Voice Agents: TL;DR of Week 1

Voice AI Agents TL;DR

Who is this TL;DR for?

If you're short on time but want to understand what goes into building production-grade voice AI agents, this post condenses the key insights from the first week of the Voice AI course by Daily.co.

Ideal for:

  • Builders shipping voice-first agents
  • Devs optimizing real-time latency and infra
  • Anyone exploring telephony and WebRTC use cases in AI

What is a Voice Agent?

A voice agent is an AI-powered system that listens, thinks, and speaks back. Core pipeline:

What is a Voice Agent?

But this is just the surface. Real-time voice requires solving deep systems challenges:

  • Low-latency networking
  • Turn detection
  • Interruption handling
  • Context management
  • Function calling and tool use
  • Scripting and instruction following
  • Memory and retrieval
  • Integration with legacy systems

Voice AI Stack Today

Voice AI Stack Today

The typical voice AI loop looks like this:

  1. Convert voice to text (STT)
  2. Process with LLM (context + memory)
  3. Convert response to voice (TTS)

For each of these steps, you have to choose a model that not only fits the task, but also fits the latency budget. A few good model choices for each step are listed below:

  • STT: Deepgram, Gladia, Whisper
  • LLM: GPT-4o, Gemini 2.0 Flash
  • TTS: Cartesia, Rime, ElevenLabs

Keep in mind that all of this must happen under 1 second to feel natural.

Network Layer

The network layer is the most critical part of the stack. It's the only way to get real-time audio between the client and server. Choose the correct protocol based on your use case. The following is a breakdown of which protocol is best for which use case:

  • WebSockets: TCP based, Good for server-to-server, not optimal for server-to-client real-time audio
  • WebRTC: UDP based, Gold standard for low-latency, bidirectional client-server audio/video and built-in media controls
  • PSTN / SIP: For dial-in/out phone calls, legacy infra

Latency Breakdown (Worst Case ~993ms)

Voice AI Latency
  • STT and LLM are biggest bottlenecks (~650ms combined)
  • Turn detection, sentence aggregation, and speaker output also matter
  • Small gains across the stack = big user perception improvements

Note: This worst-case breakdown image is old now, but the principles are still relevant. Models have improved and latency has decreased. However, this should give you a good ballpark for the latency of a voice agent.

Hosting & Infrastructure

Traditional Web Apps vs Voice AI

Traditional AppReal-time Voice AI
Short-lived requestsPersistent connection (minutes)
Request / response patternStreaming bidirectional data
StatelessStateful sessions
High volume, low durationLower volume, longer duration
More predictable resource usageVariable resource consumption

Resource Allocation

The following is a general rule of thumb for resource allocation for your voice agent. This should serve as a starting point that you can further optimize for your specific use case.

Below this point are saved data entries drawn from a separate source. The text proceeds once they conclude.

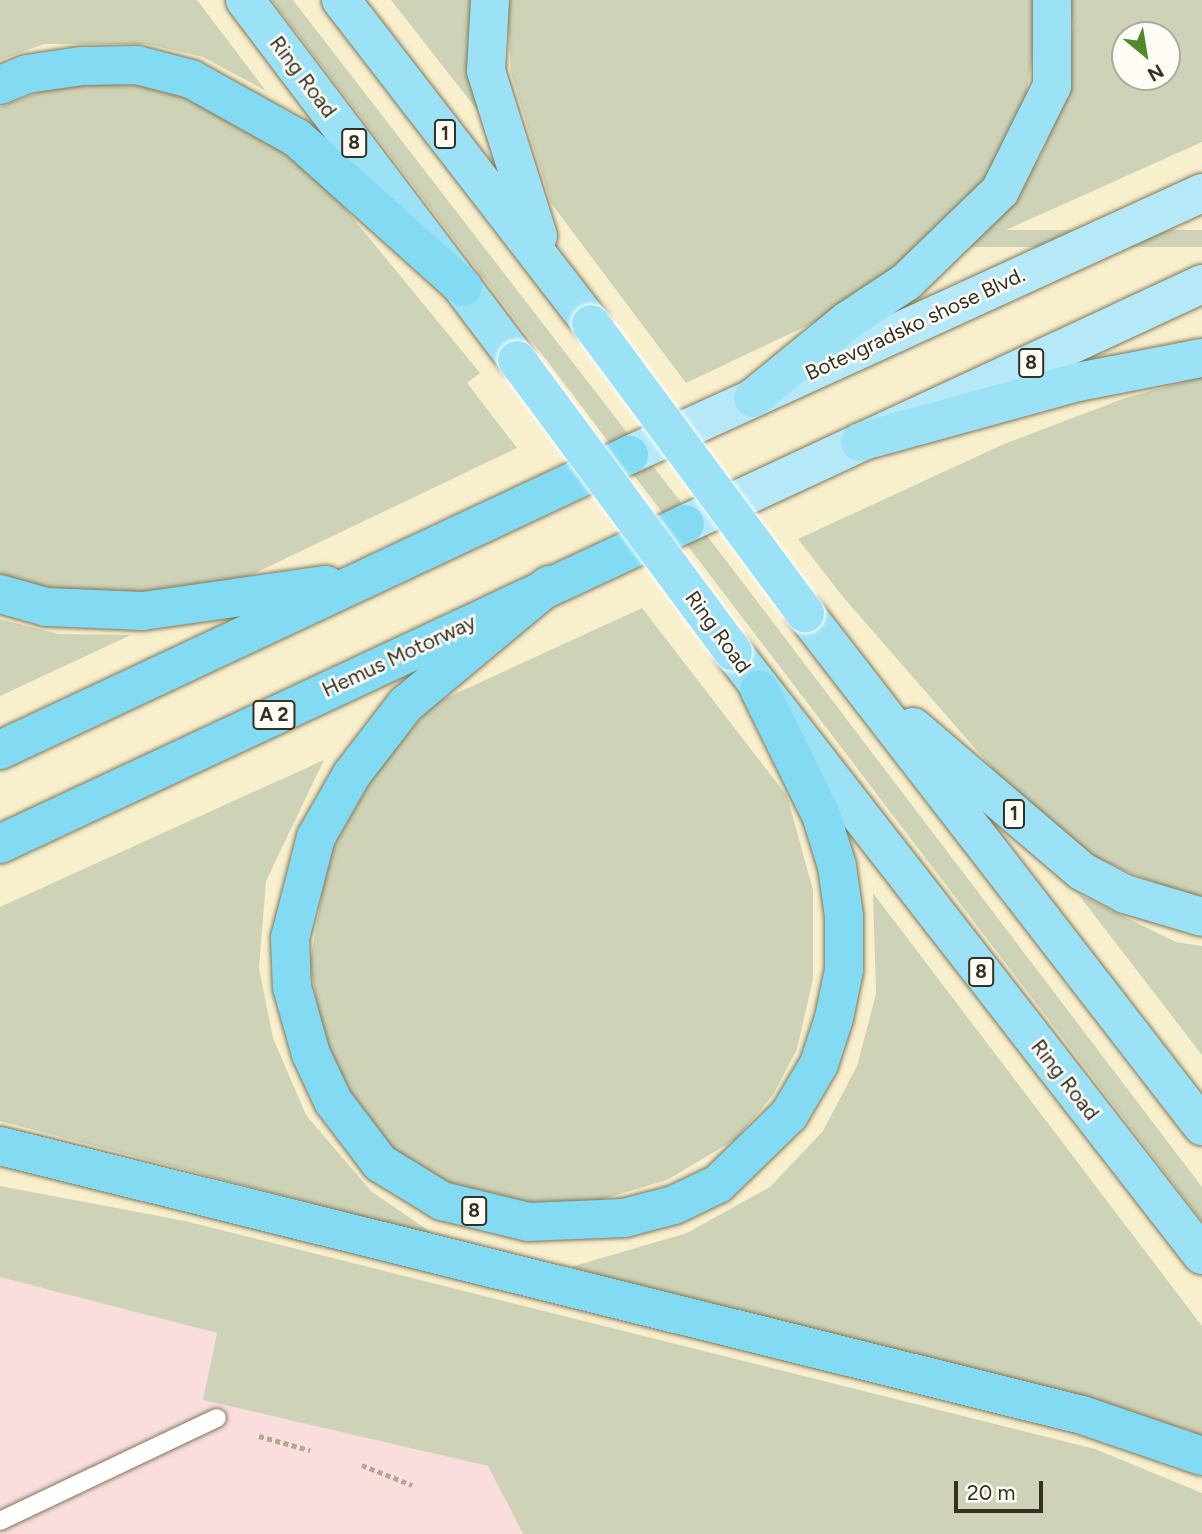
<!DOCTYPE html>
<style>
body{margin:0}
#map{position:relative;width:1202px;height:1534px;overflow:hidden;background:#f8efcd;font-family:Figtree,sans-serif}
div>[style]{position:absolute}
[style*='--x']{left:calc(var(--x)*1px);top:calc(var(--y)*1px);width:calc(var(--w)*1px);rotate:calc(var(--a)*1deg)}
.commercial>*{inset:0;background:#f9dedd}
.green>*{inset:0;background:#ced3b7;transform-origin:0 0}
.path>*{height:4.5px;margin-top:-2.25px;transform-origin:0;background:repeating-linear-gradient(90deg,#b2aa90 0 5px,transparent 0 8.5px)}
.roads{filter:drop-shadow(0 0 2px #807859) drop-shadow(0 0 2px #807859)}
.service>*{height:18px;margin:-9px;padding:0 9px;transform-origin:9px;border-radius:9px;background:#fff}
.primary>*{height:38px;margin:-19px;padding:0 19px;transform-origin:19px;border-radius:19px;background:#b5e9f8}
.trunk>*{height:38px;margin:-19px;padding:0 19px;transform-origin:19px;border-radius:19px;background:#9ce2f6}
.motorway>*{height:38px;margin:-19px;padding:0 19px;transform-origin:19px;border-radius:19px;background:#83dbf3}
.bridges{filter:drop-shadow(0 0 2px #fff) drop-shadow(0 0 2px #fff)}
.trunk-bridge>*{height:38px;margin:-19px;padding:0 19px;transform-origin:19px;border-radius:19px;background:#9ce2f6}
span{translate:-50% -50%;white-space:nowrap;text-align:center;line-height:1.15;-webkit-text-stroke:5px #fefcf5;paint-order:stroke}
.shield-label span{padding:2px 5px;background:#fefcf5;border:2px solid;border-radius:5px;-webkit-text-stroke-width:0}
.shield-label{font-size:19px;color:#343023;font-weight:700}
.street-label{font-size:21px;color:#343023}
.north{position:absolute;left:1111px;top:21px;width:70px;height:70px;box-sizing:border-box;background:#fefcf5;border:2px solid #adaaa1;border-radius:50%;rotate:150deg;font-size:19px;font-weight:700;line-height:28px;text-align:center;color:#343023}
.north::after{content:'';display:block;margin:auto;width:24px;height:32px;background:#518a26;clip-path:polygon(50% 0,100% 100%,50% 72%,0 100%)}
.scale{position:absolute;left:954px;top:1481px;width:89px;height:32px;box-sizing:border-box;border:4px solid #343023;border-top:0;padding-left:9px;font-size:21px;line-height:24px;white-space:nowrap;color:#343023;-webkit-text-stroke:5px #fefcf5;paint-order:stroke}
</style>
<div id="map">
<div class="commercial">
<div style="clip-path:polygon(0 1277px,217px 1333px,204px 1400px,488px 1466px,523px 1534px,0 1534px)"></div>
</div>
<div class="green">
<div style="clip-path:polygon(0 0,197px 0,266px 91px,203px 57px,146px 44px,44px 44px,0 60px)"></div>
<div style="clip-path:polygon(272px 0,293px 0,734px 571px,1202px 1187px,1202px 1221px)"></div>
<div style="clip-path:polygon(391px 0,472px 0,482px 116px)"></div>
<div style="clip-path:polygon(507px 0,1033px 0,1036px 32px,1025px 103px,981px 187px,923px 249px,836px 312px,686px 383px,551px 203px,511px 73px)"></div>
<div style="clip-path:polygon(evenodd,1069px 0,1202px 0,1202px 142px,964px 249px,1041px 156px,1066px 92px,1073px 24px,1069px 0,1125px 35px,1167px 35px,1167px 77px,1125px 77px,1125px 35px)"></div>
<div style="clip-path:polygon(67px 82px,144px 86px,221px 104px,306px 161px,480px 373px,467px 383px,517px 448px,249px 576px,157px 594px,73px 597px,0 577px,0 107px)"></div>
<div style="left:1202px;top:230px;width:17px;height:517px;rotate:90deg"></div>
<div style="clip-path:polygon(1202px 377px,1202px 896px,1175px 892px,1097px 858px,1020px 800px,844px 598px,798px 539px,1004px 444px,1125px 398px)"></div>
<div style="clip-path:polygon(642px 608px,787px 796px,813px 890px,813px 979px,797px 1049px,773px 1095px,736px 1139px,667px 1180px,573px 1208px,474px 1196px,397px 1154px,347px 1100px,324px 1043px,310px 963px,329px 855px,377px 770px,433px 704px)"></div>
<div style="clip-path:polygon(0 619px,58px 634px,131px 635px,0 696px)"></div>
<div style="clip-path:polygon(324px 760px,266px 881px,259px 968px,273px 1038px,306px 1115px,371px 1191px,436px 1236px,0 1121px,0 907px)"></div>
<div style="clip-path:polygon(873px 893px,1202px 1326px,1202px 1437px,1190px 1430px,810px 1335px,571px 1267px,687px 1233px,770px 1187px,823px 1131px,857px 1066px,876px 994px)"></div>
<div style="clip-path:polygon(1078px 894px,1176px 942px,1202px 946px,1202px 1055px)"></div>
<div style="clip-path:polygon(0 1186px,185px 1221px,1095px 1449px,1202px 1493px,1202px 1534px,523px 1534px,488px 1466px,203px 1400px,217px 1333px,0 1277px)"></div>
</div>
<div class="path">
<div style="--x:259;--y:1436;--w:53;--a:15.4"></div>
<div style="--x:362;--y:1465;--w:54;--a:21.8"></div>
</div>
<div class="roads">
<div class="service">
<div style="--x:0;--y:1521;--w:240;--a:-25.4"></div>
</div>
<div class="primary">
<div style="--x:629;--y:455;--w:630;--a:-24.57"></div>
<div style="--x:685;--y:524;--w:570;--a:-24.9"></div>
</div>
<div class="trunk">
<div style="--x:245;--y:0;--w:451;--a:52.9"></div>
<div style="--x:341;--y:0;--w:409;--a:52.3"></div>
<div style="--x:490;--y:0;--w:71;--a:93.2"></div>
<div style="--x:486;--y:71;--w:173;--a:72.5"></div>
<div style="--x:753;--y:398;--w:122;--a:-39.3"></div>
<div style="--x:847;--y:321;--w:71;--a:-33.5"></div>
<div style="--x:906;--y:282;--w:131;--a:-44.1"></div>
<div style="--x:1000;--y:191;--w:117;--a:-63.7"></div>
<div style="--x:1052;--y:86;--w:86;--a:-90"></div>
<div style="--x:860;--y:442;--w:226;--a:-15.4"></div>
<div style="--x:1078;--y:382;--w:126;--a:-11"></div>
<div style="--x:805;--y:613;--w:649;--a:52.26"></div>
<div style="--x:733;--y:652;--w:764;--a:52.13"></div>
<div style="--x:913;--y:727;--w:223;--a:40.5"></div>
<div style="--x:1083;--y:872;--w:47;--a:27.6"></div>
<div style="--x:1125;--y:894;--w:80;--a:16.6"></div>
</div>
<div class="motorway">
<div style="--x:0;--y:85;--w:29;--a:-22"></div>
<div style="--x:27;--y:74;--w:56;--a:-8.3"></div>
<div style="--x:82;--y:66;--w:55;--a:-1"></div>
<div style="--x:137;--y:65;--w:56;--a:14.5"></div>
<div style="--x:191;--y:79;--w:121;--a:29.1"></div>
<div style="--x:297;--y:138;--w:223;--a:41.9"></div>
<div style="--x:549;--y:585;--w:186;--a:140.2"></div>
<div style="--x:406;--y:704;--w:88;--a:127.6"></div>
<div style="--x:352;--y:774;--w:73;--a:119.7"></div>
<div style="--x:316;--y:837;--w:104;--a:104.4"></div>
<div style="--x:290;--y:938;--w:49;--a:87.7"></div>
<div style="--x:292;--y:987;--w:70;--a:74.2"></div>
<div style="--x:311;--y:1054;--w:52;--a:64.9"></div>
<div style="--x:333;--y:1101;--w:78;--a:52.8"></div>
<div style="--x:380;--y:1163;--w:73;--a:31.5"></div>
<div style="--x:442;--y:1201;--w:89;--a:13.7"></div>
<div style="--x:528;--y:1222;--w:96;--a:-2.4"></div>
<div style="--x:624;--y:1218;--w:52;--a:-14.6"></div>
<div style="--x:674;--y:1205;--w:49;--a:-25.5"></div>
<div style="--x:718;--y:1184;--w:99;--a:-44.2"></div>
<div style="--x:789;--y:1115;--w:59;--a:-59.5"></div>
<div style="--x:819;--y:1064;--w:48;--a:-71.9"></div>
<div style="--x:834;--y:1018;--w:49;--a:-78.2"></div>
<div style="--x:844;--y:970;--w:54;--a:-90"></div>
<div style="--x:844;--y:916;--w:50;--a:-98"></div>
<div style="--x:837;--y:866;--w:53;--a:-107.4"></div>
<div style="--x:821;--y:815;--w:140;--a:-116.2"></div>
<div style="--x:0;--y:594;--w:48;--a:15.8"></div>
<div style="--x:46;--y:607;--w:97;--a:2.4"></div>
<div style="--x:143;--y:611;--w:185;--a:-8.1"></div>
<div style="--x:0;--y:750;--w:695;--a:-25.13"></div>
<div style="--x:0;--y:844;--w:756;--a:-25.04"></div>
<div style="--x:0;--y:1146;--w:1115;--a:13.96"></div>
<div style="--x:1082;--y:1415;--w:127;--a:18.9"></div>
</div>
</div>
<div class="bridges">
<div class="trunk-bridge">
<div style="--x:591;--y:324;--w:360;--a:53.5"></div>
<div style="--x:517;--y:360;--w:363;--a:53.5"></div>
</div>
</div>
<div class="shield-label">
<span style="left:445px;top:134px">1</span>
<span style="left:354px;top:143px">8</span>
<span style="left:1031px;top:363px">8</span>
<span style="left:274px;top:715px">A 2</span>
<span style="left:1014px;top:814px">1</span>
<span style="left:981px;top:972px">8</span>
<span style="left:474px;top:1211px">8</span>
</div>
<div class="street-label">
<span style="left:303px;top:77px;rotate:53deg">Ring Road</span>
<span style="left:915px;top:324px;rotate:-25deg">Botevgradsko shose Blvd.</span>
<span style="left:718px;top:632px;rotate:54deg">Ring Road</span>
<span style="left:399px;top:656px;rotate:-25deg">Hemus Motorway</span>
<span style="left:1065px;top:1080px;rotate:52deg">Ring Road</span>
</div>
<div class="north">N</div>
<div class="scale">20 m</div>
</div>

  • ~0.5 vCPU & 1GB RAM per voice agent
  • ~40kbps per agent via WebRTC
  • Optimize for cold-starts: warm instances, scheduling, caching

Deployment Strategy

Keep in mind that time to first word matters a lot. People have a perception that phone callse are usually answered between 3-5 seconds. Your goal should be to optimize for this metric.

As for the deployment strategy, here are some general tips:

  1. Start simple: Start with a simple container solution and lightweight tooling (Docker, Fly.io, etc.). You can always scale your services on AWS, GCP, etc. later.
  2. Optimize: Warm pools, scheduling, drain timers
  3. Scale: Reactive (demand-based) or Predictive (historical patterns)

Run warm instances to ensure that resources are always available to handle requests. Pre-warm your instances when you expect a spike in traffic.

Understand the resource usage patterns and predictively scale your instances based on demand. Invest in ways to reduce cold-starts.

Infra Providers

  • ML-native: Modal, Cerebrium, Baseten
  • Hyperscalers: AWS, GCP
  • Voice-native: Vapi, Pipecat, Layercode

Telephony: Connecting to Real Phones

PSTN (Public Switched Telephone Network)

  • Connects to real phone numbers
  • Use cases: call centers, general public
  • Providers: Twilio, Telnyx, SignalWire

SIP (Session Initiation Protocol)

  • Enterprise IP telephony
  • Greater control over complex call flows

WebRTC

  • For high-fidelity audio in browsers
  • Track-level control, better quality

Advanced Call Features

  • DTMF Handling: Capture user keypad inputs (e.g., 1 for sales)
  • Cold Transfer: Redirect to another number instantly
  • Warm Transfer: Bot speaks to agent before handing off

Open Source Tools


Resources


Key Takeaways

  • Voice agents are real-time, multimodal, and hard.
  • You’re not just doing LLMs, you’re solving infra + audio + network + UX.
  • WebRTC and pre-warmed infra are critical.
  • Telephony is a first-class citizen, not an afterthought.
  • Everything breaks without tight latency control.